___ PROVIDED MATERIAL ___

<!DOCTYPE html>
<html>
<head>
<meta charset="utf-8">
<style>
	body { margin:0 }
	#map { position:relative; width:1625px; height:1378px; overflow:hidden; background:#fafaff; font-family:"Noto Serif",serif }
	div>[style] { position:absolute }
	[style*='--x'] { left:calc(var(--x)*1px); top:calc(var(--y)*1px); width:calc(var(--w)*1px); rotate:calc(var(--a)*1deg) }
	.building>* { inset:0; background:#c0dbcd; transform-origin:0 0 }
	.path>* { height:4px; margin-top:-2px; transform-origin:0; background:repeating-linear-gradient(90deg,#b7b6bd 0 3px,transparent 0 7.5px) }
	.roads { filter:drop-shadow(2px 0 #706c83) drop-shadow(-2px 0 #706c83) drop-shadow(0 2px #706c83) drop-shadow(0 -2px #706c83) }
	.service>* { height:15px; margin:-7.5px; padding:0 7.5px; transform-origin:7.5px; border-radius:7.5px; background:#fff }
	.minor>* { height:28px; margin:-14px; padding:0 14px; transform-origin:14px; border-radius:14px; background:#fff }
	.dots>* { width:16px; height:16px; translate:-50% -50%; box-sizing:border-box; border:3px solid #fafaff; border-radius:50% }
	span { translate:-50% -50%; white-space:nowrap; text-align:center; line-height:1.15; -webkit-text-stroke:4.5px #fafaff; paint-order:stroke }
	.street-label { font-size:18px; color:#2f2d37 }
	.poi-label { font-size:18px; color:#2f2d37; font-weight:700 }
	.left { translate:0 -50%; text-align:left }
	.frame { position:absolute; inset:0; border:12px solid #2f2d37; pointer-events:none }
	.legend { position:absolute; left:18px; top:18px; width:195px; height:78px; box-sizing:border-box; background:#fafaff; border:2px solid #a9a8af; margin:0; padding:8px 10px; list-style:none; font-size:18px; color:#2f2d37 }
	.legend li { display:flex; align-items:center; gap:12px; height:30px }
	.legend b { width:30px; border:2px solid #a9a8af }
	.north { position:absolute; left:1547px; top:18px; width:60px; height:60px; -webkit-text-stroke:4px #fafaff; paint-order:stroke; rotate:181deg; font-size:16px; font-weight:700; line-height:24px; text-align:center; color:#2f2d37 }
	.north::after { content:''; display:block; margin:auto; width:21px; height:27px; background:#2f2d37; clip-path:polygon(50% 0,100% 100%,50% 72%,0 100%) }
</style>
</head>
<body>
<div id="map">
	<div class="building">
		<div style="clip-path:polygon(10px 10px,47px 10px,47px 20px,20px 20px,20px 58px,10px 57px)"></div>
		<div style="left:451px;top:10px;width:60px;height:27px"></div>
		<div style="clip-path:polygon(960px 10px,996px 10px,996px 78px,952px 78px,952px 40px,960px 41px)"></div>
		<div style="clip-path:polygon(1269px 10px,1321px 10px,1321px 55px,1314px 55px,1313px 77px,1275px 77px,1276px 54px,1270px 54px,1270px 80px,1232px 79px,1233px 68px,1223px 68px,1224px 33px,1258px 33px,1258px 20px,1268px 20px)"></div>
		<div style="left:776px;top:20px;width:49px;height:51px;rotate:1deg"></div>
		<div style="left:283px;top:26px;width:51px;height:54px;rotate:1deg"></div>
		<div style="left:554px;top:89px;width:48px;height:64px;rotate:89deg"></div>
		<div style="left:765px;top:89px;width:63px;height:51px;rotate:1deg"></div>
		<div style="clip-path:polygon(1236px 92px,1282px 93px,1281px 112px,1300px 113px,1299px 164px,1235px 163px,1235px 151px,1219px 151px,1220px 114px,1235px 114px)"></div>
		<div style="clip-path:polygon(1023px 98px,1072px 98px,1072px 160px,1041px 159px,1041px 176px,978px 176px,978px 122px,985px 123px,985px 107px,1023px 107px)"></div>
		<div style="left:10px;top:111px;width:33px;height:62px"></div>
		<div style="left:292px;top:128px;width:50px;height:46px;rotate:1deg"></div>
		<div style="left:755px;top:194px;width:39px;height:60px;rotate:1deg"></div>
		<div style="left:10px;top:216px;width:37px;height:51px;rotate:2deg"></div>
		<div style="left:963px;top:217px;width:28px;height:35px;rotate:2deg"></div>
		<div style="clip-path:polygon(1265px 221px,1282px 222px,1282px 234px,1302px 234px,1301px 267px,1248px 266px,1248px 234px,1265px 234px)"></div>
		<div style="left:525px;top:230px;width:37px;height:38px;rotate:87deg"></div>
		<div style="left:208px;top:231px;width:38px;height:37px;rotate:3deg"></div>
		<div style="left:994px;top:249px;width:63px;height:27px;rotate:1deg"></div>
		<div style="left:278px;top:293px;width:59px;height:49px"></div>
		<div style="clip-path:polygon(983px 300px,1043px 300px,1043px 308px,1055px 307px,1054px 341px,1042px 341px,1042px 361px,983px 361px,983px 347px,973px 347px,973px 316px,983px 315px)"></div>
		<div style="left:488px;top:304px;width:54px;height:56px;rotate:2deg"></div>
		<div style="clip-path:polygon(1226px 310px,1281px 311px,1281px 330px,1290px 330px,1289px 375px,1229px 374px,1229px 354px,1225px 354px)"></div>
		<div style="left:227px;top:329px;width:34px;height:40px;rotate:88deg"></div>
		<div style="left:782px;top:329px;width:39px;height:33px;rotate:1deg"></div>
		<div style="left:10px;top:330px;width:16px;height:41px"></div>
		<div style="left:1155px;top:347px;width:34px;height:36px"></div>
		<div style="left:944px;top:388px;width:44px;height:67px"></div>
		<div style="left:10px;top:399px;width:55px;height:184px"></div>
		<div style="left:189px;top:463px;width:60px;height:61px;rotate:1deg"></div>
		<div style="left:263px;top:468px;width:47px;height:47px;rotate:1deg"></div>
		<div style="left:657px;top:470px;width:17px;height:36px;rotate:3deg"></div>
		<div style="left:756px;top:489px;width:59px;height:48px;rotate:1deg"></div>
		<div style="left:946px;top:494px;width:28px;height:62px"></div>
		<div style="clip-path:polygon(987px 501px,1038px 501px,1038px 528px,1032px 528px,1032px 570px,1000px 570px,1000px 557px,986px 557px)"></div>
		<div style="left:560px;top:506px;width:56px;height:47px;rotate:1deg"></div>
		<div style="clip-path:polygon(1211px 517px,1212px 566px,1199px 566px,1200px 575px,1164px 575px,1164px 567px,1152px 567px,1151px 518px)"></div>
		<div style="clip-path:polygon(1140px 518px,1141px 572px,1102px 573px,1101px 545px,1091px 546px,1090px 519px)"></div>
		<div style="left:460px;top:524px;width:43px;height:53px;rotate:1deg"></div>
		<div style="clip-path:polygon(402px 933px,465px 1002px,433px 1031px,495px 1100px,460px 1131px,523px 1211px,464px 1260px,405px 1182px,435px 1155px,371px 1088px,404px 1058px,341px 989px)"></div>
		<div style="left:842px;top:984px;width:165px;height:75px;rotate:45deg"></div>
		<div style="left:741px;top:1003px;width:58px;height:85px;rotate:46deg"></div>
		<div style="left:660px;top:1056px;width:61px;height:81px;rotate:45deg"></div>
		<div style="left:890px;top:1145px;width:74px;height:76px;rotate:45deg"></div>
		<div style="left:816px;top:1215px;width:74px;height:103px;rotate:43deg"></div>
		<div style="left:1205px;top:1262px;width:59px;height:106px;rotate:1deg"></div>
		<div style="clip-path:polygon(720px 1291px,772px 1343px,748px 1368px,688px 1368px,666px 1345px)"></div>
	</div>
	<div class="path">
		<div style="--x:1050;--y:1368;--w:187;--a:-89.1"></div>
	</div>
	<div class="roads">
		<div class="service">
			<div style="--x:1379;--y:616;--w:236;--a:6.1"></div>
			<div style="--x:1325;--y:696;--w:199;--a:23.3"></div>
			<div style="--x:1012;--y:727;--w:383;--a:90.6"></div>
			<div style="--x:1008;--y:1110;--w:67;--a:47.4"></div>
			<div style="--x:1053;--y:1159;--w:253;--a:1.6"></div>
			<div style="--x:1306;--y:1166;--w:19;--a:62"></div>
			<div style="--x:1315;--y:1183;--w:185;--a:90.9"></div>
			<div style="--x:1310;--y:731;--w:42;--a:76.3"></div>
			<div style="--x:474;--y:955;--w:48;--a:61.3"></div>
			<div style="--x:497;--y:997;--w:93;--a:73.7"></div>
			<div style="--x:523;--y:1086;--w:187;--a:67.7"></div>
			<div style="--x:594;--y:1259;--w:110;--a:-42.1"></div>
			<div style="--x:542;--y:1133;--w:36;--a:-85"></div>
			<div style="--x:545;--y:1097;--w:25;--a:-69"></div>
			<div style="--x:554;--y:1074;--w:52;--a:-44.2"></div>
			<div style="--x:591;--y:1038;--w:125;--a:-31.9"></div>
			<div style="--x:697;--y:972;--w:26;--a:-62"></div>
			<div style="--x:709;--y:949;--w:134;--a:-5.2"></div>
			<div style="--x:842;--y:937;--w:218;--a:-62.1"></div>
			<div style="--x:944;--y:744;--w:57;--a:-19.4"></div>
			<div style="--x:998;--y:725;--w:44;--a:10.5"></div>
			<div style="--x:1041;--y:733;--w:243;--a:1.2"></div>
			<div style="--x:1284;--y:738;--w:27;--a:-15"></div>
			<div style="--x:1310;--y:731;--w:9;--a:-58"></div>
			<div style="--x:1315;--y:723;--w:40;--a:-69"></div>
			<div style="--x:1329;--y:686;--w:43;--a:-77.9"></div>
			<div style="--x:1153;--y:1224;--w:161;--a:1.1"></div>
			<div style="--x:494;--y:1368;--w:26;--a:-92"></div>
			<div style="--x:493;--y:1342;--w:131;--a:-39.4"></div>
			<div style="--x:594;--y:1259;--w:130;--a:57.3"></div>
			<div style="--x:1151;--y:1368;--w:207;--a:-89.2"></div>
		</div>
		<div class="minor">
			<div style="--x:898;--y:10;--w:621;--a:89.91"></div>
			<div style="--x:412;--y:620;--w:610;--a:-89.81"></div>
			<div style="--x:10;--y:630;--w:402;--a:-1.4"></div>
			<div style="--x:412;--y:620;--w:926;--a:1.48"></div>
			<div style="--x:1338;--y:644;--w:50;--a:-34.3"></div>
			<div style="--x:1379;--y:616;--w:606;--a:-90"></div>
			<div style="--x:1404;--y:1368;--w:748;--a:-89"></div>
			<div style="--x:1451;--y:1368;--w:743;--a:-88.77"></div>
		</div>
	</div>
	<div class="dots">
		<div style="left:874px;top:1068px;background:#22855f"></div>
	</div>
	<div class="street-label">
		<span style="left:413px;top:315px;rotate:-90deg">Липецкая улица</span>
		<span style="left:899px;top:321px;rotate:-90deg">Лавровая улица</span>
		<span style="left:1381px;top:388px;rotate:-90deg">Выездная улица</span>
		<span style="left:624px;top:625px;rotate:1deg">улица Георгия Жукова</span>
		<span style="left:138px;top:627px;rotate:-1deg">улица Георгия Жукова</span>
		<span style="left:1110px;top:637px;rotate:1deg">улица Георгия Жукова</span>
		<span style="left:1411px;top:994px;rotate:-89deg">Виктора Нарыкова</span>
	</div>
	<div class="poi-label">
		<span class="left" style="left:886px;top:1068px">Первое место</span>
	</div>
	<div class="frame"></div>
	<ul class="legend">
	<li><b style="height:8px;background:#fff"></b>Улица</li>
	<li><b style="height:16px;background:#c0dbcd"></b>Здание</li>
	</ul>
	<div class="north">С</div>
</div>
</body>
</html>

___

Only those lines of the entries above that run from the line containing "inset:0; background:#c0dbcd; transform-origin:0" to the line containing "translate:-50% -50%; white-space:nowrap;", both included, should be transcribed exactly.

	.building>* { inset:0; background:#c0dbcd; transform-origin:0 0 }
	.path>* { height:4px; margin-top:-2px; transform-origin:0; background:repeating-linear-gradient(90deg,#b7b6bd 0 3px,transparent 0 7.5px) }
	.roads { filter:drop-shadow(2px 0 #706c83) drop-shadow(-2px 0 #706c83) drop-shadow(0 2px #706c83) drop-shadow(0 -2px #706c83) }
	.service>* { height:15px; margin:-7.5px; padding:0 7.5px; transform-origin:7.5px; border-radius:7.5px; background:#fff }
	.minor>* { height:28px; margin:-14px; padding:0 14px; transform-origin:14px; border-radius:14px; background:#fff }
	.dots>* { width:16px; height:16px; translate:-50% -50%; box-sizing:border-box; border:3px solid #fafaff; border-radius:50% }
	span { translate:-50% -50%; white-space:nowrap; text-align:center; line-height:1.15; -webkit-text-stroke:4.5px #fafaff; paint-order:stroke }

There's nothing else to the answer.